___ AVAILABLE DATA

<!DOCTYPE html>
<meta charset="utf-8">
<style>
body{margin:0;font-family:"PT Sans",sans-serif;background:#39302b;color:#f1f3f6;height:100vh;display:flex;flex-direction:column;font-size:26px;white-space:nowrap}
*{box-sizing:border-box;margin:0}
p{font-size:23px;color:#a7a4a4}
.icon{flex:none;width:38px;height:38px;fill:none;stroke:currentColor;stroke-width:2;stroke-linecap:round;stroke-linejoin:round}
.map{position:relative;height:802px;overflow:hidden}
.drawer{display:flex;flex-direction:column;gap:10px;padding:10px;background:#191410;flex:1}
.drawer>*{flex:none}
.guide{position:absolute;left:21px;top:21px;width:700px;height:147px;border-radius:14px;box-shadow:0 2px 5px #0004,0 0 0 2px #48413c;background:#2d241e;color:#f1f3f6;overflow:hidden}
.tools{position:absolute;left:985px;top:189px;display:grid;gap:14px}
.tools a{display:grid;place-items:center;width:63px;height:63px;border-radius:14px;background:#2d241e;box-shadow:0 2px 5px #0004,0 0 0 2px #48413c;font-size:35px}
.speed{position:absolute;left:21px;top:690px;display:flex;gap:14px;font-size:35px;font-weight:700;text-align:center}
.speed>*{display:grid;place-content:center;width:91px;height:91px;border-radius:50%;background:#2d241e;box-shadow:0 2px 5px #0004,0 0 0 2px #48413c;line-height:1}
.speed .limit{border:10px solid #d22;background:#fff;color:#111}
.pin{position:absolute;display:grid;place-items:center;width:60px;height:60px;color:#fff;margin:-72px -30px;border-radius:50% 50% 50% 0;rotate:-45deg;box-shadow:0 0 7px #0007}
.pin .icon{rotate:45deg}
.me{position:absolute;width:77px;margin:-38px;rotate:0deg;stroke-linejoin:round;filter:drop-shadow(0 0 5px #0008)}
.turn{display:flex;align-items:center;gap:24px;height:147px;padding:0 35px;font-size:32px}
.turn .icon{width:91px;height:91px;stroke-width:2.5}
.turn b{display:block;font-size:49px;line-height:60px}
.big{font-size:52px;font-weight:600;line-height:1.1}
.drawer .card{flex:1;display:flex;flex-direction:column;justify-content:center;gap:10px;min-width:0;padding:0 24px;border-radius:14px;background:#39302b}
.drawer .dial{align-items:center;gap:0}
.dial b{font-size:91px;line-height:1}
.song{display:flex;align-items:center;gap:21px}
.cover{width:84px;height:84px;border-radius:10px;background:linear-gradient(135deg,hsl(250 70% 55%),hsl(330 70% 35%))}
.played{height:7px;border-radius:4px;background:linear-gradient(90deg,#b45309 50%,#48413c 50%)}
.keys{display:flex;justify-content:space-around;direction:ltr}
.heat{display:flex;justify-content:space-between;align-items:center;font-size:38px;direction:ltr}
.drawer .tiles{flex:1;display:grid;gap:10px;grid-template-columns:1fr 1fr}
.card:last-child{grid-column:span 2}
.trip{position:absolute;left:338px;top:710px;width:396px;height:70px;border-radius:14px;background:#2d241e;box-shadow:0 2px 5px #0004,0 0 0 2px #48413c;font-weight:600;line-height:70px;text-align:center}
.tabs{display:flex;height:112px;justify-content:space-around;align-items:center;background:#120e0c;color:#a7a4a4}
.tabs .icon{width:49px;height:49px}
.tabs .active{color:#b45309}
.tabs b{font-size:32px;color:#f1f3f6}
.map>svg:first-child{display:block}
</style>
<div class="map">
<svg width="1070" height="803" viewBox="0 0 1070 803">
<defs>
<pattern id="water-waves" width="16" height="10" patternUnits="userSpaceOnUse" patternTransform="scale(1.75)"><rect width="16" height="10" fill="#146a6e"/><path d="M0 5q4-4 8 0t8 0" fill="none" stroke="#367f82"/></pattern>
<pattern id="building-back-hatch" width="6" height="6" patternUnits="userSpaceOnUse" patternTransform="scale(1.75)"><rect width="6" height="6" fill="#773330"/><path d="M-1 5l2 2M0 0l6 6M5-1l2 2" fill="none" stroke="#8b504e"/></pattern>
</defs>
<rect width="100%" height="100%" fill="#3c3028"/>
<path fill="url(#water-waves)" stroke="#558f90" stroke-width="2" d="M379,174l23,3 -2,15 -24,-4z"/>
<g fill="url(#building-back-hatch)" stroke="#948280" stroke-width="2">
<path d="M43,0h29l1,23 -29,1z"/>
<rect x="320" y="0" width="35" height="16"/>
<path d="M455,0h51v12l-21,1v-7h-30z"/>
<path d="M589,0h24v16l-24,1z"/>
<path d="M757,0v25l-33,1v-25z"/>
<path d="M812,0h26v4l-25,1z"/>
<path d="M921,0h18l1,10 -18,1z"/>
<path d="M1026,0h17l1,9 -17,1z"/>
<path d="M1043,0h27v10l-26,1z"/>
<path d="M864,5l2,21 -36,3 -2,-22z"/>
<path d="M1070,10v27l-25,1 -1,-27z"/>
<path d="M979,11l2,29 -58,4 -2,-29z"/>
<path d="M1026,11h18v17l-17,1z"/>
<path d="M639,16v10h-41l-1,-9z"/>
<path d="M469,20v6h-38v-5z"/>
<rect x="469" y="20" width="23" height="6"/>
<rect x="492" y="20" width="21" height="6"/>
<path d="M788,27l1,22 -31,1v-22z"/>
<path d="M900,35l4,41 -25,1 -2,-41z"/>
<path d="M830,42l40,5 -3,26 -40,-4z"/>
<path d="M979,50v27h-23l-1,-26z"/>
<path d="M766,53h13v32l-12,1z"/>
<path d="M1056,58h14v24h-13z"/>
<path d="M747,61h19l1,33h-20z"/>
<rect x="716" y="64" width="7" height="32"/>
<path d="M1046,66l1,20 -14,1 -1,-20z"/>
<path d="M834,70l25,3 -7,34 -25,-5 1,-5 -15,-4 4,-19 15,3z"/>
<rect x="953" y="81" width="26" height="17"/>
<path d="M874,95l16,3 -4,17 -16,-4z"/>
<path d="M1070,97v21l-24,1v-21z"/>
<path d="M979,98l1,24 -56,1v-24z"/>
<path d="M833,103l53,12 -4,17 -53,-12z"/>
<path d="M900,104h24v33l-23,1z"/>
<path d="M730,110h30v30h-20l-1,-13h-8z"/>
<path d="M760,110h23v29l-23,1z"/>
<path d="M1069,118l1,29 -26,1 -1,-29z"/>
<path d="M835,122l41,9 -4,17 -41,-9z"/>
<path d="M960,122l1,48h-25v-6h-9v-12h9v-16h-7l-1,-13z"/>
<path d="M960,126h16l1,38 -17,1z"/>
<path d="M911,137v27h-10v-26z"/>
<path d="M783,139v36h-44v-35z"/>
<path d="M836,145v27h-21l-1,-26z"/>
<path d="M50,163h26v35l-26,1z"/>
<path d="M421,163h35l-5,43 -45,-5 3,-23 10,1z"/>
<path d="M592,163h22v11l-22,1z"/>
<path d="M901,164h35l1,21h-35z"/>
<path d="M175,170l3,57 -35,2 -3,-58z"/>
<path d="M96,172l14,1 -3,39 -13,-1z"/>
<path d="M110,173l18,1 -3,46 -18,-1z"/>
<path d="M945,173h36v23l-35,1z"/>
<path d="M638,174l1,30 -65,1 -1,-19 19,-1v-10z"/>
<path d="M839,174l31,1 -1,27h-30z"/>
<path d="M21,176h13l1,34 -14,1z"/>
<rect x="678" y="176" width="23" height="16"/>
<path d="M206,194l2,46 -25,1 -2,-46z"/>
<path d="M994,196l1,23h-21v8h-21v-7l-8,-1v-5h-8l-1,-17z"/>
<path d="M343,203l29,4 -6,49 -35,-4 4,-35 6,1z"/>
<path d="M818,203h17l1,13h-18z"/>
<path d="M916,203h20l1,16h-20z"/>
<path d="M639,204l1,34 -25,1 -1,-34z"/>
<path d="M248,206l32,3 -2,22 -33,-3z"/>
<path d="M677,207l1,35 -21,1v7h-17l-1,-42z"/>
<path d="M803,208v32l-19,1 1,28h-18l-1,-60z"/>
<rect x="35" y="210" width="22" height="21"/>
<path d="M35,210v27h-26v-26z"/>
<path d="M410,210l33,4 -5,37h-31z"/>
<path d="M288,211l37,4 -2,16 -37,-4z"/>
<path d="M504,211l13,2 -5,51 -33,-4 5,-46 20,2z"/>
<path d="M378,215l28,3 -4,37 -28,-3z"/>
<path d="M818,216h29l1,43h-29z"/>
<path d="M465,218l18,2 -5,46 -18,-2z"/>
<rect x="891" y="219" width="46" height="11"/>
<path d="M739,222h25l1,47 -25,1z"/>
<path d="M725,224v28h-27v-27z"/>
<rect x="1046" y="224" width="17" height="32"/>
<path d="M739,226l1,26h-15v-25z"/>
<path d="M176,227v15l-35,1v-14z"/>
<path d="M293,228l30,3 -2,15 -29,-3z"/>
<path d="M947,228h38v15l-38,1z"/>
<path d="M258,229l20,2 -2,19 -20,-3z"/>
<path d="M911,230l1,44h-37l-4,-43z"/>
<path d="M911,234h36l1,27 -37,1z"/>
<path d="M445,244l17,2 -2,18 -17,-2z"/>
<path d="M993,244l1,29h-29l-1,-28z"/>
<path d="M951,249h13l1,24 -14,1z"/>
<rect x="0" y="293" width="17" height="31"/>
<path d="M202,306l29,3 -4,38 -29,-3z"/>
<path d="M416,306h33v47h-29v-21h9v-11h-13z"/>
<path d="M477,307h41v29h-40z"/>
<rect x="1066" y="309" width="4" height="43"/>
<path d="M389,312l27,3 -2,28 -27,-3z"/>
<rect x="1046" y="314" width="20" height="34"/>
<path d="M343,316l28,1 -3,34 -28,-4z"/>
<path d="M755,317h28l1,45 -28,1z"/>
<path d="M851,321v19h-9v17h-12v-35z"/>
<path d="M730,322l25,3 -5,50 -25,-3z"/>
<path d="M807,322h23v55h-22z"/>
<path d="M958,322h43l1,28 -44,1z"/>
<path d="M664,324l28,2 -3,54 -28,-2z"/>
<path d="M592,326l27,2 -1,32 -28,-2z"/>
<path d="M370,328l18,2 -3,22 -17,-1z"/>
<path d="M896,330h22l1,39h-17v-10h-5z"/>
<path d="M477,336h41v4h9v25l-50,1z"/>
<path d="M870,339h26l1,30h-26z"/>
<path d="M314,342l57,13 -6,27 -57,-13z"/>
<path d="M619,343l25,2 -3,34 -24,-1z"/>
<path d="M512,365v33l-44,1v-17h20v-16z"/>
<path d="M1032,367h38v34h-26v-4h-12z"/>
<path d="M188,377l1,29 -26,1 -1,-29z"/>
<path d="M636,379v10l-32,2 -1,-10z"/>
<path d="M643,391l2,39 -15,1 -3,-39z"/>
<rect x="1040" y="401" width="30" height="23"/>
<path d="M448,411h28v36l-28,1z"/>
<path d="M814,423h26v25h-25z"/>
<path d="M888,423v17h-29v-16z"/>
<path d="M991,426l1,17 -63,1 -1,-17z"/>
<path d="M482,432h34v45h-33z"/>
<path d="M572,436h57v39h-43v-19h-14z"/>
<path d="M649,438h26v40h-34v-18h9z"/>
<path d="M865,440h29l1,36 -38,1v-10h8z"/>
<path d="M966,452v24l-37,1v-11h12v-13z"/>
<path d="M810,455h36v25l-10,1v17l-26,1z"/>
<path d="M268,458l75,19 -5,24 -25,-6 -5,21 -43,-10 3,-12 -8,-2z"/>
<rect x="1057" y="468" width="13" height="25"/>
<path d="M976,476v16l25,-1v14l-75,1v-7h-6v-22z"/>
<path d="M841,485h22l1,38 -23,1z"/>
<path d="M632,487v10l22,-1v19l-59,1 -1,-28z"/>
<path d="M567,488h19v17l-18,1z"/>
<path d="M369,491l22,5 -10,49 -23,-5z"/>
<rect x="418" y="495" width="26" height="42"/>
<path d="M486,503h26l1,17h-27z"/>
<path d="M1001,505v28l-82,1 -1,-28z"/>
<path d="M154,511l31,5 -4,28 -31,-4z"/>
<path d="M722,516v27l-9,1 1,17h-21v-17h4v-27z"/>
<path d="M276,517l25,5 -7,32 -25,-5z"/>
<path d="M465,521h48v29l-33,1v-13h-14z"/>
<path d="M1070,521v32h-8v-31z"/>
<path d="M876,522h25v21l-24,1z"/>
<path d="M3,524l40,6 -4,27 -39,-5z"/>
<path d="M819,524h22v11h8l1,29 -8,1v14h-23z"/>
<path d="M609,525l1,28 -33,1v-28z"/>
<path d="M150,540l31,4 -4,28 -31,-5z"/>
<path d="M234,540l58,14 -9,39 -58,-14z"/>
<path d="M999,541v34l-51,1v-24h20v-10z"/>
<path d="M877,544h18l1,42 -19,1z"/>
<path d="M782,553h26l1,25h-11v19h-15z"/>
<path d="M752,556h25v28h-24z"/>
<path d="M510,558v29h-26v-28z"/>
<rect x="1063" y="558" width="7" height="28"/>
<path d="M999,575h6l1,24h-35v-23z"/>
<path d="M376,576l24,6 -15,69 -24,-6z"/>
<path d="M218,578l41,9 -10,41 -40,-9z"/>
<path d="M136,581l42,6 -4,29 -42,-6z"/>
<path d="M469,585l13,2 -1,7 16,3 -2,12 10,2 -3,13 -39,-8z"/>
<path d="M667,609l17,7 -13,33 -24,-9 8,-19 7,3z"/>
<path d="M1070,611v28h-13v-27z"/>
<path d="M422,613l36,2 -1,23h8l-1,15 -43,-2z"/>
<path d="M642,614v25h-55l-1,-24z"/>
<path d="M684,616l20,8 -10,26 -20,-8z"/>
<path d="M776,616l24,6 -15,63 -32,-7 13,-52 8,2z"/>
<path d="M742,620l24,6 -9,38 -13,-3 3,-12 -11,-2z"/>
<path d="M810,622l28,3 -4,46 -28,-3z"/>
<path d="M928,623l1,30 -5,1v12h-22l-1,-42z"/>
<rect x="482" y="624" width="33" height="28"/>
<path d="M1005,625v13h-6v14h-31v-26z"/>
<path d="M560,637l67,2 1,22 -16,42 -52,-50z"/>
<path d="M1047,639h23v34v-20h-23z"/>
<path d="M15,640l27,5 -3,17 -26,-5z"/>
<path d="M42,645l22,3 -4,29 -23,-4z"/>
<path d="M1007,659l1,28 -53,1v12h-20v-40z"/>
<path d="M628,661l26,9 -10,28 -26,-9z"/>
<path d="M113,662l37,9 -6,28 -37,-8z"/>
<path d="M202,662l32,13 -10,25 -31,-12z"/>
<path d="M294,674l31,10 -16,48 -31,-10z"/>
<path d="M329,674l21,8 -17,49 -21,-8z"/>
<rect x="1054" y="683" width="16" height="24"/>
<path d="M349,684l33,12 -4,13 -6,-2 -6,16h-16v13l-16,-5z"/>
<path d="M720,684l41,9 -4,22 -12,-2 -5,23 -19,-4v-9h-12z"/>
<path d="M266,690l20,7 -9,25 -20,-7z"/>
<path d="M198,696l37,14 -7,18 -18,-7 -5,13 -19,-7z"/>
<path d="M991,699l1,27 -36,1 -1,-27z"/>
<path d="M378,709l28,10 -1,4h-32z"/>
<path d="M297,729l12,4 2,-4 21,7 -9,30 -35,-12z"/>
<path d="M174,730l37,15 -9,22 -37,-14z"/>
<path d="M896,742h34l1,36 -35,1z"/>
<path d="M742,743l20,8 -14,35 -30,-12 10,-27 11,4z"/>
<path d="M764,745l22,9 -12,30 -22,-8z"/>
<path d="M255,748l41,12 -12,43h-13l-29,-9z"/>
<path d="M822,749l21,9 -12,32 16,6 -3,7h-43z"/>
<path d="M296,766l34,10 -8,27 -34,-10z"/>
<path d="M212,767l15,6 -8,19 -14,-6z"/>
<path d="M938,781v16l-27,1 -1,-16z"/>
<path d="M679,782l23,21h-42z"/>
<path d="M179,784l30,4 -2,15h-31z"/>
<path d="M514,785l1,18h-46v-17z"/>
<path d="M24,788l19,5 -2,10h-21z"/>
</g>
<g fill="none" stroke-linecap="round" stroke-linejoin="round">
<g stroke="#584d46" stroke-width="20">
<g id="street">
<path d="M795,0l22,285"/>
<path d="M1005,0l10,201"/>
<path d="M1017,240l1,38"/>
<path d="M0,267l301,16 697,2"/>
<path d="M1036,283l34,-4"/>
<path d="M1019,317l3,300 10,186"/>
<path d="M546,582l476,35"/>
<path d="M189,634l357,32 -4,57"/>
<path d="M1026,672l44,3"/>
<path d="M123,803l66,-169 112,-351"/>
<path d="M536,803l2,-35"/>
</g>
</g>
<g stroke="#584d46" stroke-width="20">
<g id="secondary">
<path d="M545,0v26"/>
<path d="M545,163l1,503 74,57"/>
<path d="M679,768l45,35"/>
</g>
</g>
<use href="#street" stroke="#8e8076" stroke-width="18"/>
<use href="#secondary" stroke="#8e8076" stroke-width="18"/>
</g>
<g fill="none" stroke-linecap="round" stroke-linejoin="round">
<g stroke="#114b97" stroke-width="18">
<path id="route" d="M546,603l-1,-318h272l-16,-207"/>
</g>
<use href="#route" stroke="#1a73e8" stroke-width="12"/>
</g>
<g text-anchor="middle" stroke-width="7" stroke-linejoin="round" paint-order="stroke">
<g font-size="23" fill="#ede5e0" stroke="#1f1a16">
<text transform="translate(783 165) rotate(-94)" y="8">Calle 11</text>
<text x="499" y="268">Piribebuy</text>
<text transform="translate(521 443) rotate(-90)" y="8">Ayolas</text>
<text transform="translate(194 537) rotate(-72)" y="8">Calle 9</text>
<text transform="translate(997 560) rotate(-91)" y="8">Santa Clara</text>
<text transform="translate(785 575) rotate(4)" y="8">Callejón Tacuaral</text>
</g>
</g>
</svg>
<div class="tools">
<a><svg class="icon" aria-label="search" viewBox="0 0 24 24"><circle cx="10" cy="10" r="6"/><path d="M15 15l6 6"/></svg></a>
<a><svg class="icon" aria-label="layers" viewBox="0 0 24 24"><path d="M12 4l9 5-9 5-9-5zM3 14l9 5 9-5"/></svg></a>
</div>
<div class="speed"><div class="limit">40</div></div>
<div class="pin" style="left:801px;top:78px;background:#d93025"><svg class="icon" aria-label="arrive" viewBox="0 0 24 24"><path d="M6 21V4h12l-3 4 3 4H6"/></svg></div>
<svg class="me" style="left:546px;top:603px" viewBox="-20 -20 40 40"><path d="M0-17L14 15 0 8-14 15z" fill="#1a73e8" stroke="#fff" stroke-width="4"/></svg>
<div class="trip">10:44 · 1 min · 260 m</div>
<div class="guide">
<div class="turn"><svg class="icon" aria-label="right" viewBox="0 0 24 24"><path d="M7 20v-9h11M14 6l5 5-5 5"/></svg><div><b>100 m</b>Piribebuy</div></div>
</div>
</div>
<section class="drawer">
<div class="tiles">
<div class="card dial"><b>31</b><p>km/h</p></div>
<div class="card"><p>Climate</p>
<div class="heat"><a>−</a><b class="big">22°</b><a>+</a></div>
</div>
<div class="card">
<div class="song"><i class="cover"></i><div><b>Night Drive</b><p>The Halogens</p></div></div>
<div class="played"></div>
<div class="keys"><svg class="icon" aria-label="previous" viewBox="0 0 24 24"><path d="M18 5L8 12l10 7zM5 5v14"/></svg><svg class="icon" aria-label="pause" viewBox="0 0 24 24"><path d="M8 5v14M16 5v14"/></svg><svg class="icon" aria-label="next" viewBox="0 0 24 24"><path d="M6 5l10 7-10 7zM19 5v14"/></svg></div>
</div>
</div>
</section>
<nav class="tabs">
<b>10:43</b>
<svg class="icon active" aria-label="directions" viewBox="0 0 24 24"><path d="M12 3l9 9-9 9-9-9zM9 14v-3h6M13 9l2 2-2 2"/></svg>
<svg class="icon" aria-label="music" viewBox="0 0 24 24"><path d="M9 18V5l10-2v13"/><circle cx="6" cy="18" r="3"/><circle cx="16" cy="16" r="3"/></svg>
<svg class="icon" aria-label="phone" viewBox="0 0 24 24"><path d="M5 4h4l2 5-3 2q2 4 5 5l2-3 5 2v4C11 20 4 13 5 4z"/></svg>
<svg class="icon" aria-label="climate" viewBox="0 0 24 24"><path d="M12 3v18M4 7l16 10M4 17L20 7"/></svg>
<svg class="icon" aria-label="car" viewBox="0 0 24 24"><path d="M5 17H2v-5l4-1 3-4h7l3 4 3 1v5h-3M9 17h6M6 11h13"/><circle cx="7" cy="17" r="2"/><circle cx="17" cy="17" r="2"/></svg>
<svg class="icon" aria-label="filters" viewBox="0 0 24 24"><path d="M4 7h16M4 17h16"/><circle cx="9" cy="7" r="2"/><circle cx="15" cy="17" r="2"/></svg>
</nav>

______

AIM OF THE EXERCISE -
Search the data for the string "gradient" and copy each line where it appears.

OUTPUT OF THE EXERCISE -
.cover{width:84px;height:84px;border-radius:10px;background:linear-gradient(135deg,hsl(250 70% 55%),hsl(330 70% 35%))}
.played{height:7px;border-radius:4px;background:linear-gradient(90deg,#b45309 50%,#48413c 50%)}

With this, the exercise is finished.